Vereadores de Belo Horizonte podem tentar barrar o Projeto de Lei do vale transporte social, que deve ser apresentado com pedido de urgência pelo prefeito Alexandre Kalil (PSD) à Câmara Municipal.

Barrando a proposta, os parlamentares poderiam apontar o subsídio que a prefeitura deu a empresas de ônibus durante a pandemia como uma pedalada fiscal.

Conta não fecha

De acordo com o vereador Juliano Lopes (Agir), que é o presidente da CPI da Covid, a justificativa da prefeitura de que o subsídio de R$ 220 milhões para empresas de transporte público foi feito por meio de acordo na justiça e deve ser pago abatendo o valor de vale transporte do funcionalismo, não serve.  Isso porque, segundo o vereador, a conta não fecha.

De acordo com ele, a prefeitura confirmou que o valor anual dos vales é de R$ 25 milhões, e o contrato das empresas com o poder público se encerra em 2028, daqui sete anos, até lá, as empresas terão devolvido R$ 175 milhões e ainda faltarão R$ 45 milhões.

Pedalou pior que a Dilma

O projeto do vale transporte social, segundo parlamentares, seria para completar esse valor e viabilizar a devolução do restante do dinheiro. No entanto, se a Câmara não aprovar ou não aceitar o projeto da PBH, não haverá nem aval judicial e nem cobertura de lei para esse valor não devolvido, o que faria com que o subsídio, sem autorização legal e sem previsão de devolução, fosse considerado uma pedalada fiscal. “Pedalou pior que a Dilma”, afirmou o vereador, e a pedalada é considerada crime de responsabilidade e poderia sustentar um pedido de impeachment contra o prefeito Alexandre Kalil. É mais um capítulo da guerra entre vereadores e a prefeitura. Guerra que vai durar até as eleições. 

Não sabe o que é pedalada

Segundo fontes da prefeitura, o vereador não sabe o que é pedalada, mas gostou da palavra e está usando para tentar justificar impeachment. De acordo com integrantes da PBH, tudo foi feito com transparência e os termos foram firmados com o Ministério Público e a Justiça e acusar o prefeito de ter cometido crime de responsabilidade é acusar, de forma descabida, também o judiciário. Ainda segundo fontes do executivo municipal, o subsídio foi autorizado pela justiça e toda a devolução também pode ser, e não faz sentido a Câmara negar um projeto de lei que autoriza a devolução, porque nesse caso, os vereadores estariam inviabilizando o acerto de contas 

ABC da Política

O ABC da Política é tradicional quadro da coluna Em cima do fato que traz a definição de termos usados na política.

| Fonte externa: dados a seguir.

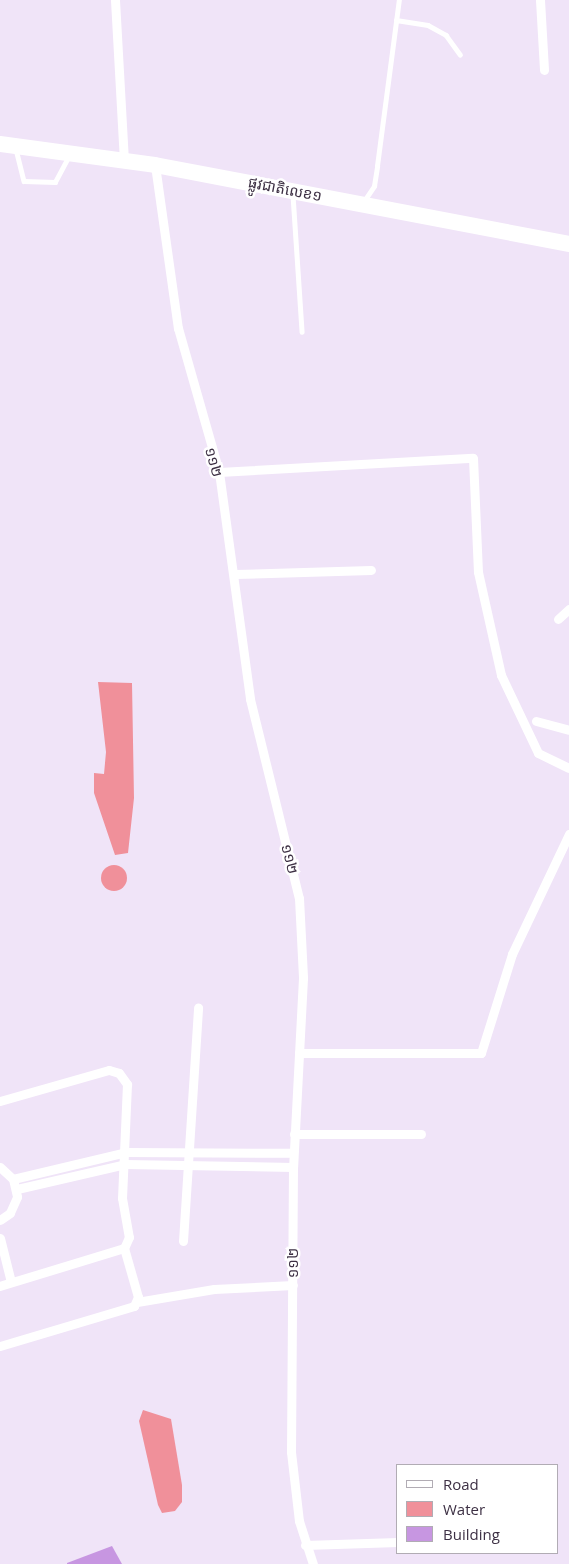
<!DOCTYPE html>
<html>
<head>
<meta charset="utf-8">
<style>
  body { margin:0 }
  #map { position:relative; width:569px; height:1564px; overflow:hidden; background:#f0e4f8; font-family:"Open Sans","Noto Sans Khmer",sans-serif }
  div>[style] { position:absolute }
  .water>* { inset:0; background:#f0909a }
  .round { border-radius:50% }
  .building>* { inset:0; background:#c796e1 }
  .lane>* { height:4.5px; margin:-2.25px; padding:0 2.25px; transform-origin:2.25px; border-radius:2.25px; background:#fff }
  .street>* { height:9px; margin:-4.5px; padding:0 4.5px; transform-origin:4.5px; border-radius:4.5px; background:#fff }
  .highway>* { height:16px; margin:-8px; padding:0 8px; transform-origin:8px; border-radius:8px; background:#fff }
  span { translate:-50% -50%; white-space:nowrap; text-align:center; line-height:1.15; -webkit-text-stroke:5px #fff; paint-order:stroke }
  .street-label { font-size:15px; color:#3d3044 }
  .legend { position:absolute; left:396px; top:1464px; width:162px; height:90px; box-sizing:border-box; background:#fff; border:1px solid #b1acb4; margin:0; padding:6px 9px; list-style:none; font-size:15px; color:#3d3044 }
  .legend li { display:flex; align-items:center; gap:10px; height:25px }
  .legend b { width:25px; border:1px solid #b1acb4 }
</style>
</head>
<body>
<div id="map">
  <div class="water">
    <i style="clip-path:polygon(98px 682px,132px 683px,134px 798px,128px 853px,115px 855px,94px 793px,94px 773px,104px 774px,106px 752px)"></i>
    <i class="round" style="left:101px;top:865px;width:26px;height:26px"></i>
    <i style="clip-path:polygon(143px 1410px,171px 1419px,182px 1485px,182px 1502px,175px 1511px,162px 1513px,158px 1505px,139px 1421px)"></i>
  </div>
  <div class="building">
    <i style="clip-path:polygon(112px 1546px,122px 1564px,67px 1564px,67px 1563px)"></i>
  </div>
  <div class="lane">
    <i style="left:396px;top:20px;width:32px;rotate:9deg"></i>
    <i style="left:428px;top:25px;width:21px;rotate:29deg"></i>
    <i style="left:446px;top:35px;width:24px;rotate:54deg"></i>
    <i style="left:16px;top:149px;width:33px;rotate:76deg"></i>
    <i style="left:24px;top:181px;width:31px;rotate:2deg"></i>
    <i style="left:55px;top:182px;width:27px;rotate:-62deg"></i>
    <i style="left:293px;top:195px;width:137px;rotate:86.2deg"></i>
    <i style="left:364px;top:201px;width:18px;rotate:-56deg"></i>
    <i style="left:374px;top:186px;width:20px;rotate:-81deg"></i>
    <i style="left:377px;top:166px;width:167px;rotate:-82.5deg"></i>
  </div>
  <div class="street">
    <i style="left:115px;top:0;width:160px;rotate:86.8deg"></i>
    <i style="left:540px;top:0;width:70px;rotate:86.7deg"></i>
    <i style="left:155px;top:165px;width:165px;rotate:82deg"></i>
    <i style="left:178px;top:328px;width:150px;rotate:74.1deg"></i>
    <i style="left:219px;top:472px;width:229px;rotate:82.2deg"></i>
    <i style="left:250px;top:699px;width:205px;rotate:76.2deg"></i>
    <i style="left:299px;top:898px;width:80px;rotate:87.1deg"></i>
    <i style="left:303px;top:978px;width:189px;rotate:93deg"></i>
    <i style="left:293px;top:1167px;width:285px;rotate:90.4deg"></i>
    <i style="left:291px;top:1452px;width:69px;rotate:83.4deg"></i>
    <i style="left:299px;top:1521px;width:45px;rotate:72deg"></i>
    <i style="left:219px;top:472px;width:254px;rotate:-3.2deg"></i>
    <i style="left:473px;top:458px;width:114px;rotate:87.5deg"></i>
    <i style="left:478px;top:572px;width:106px;rotate:77.4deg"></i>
    <i style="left:501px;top:675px;width:86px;rotate:64.6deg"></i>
    <i style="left:538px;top:753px;width:34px;rotate:26deg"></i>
    <i style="left:235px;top:574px;width:136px;rotate:-1.7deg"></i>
    <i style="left:558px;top:619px;width:15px;rotate:-42deg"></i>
    <i style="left:536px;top:721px;width:34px;rotate:15deg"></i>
    <i style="left:299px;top:1053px;width:182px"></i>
    <i style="left:481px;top:1053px;width:104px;rotate:-72.6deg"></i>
    <i style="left:512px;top:954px;width:133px;rotate:-64.6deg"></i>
    <i style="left:0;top:1101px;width:113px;rotate:-15.9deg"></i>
    <i style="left:109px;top:1070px;width:10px;rotate:17deg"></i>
    <i style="left:119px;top:1073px;width:14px;rotate:54deg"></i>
    <i style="left:127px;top:1084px;width:114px;rotate:92.5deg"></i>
    <i style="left:122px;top:1198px;width:40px;rotate:80deg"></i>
    <i style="left:129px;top:1237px;width:12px;rotate:114deg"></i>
    <i style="left:124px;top:1248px;width:130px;rotate:163deg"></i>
    <i style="left:294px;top:1134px;width:127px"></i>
    <i style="left:0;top:1167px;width:18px;rotate:43deg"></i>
    <i style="left:13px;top:1179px;width:18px;rotate:77deg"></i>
    <i style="left:17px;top:1197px;width:17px;rotate:114deg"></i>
    <i style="left:10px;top:1213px;width:12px;rotate:145deg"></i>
    <i style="left:13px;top:1179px;width:116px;rotate:-13.4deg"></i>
    <i style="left:126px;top:1152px;width:167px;rotate:0.3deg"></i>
    <i style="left:17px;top:1189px;width:111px;rotate:-13deg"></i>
    <i style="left:125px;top:1164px;width:168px;rotate:1deg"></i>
    <i style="left:0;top:1238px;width:45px;rotate:76deg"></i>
    <i style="left:183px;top:1241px;width:234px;rotate:-86.3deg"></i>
    <i style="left:137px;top:1302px;width:78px;rotate:-9.6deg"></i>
    <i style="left:214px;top:1289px;width:79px;rotate:-2.9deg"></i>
    <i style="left:0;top:1346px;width:140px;rotate:-16.6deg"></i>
    <i style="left:134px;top:1306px;width:10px;rotate:-66deg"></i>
    <i style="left:138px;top:1297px;width:51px;rotate:-105.9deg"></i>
    <i style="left:305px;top:1545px;width:93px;rotate:-1.8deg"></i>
  </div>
  <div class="highway">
    <i style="left:0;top:144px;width:156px;rotate:7.7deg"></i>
    <i style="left:155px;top:165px;width:421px;rotate:10.8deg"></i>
  </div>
  <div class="street-label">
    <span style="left:285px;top:189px;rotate:11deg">ផ្លូវជាតិលេខ១</span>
    <span style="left:214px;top:462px;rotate:74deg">១១២</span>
    <span style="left:290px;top:859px;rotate:76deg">១១២</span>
    <span style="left:293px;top:1263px;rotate:-90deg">១១២</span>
  </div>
  <ul class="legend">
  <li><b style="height:6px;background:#fff"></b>Road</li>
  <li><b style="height:14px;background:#f0909a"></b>Water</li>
  <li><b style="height:14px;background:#c796e1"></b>Building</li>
  </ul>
</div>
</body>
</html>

Pedalada fiscal: Segundo o Senado, trata-se de uma manobra contábil feita pelo Poder Executivo para cumprir as metas fiscais, fazendo parecer que haveria equilíbrio entre gastos e despesas nas contas públicas. No caso do governo Dilma Rousseff, o Tribunal de Contas da União entendeu que o Tesouro Nacional teria atrasado, voluntariamente, o repasse de recursos para, por exemplo, a Caixa Econômica Federal, para o pagamento de subsídios agrícolas e programas sociais como Bolsa Família.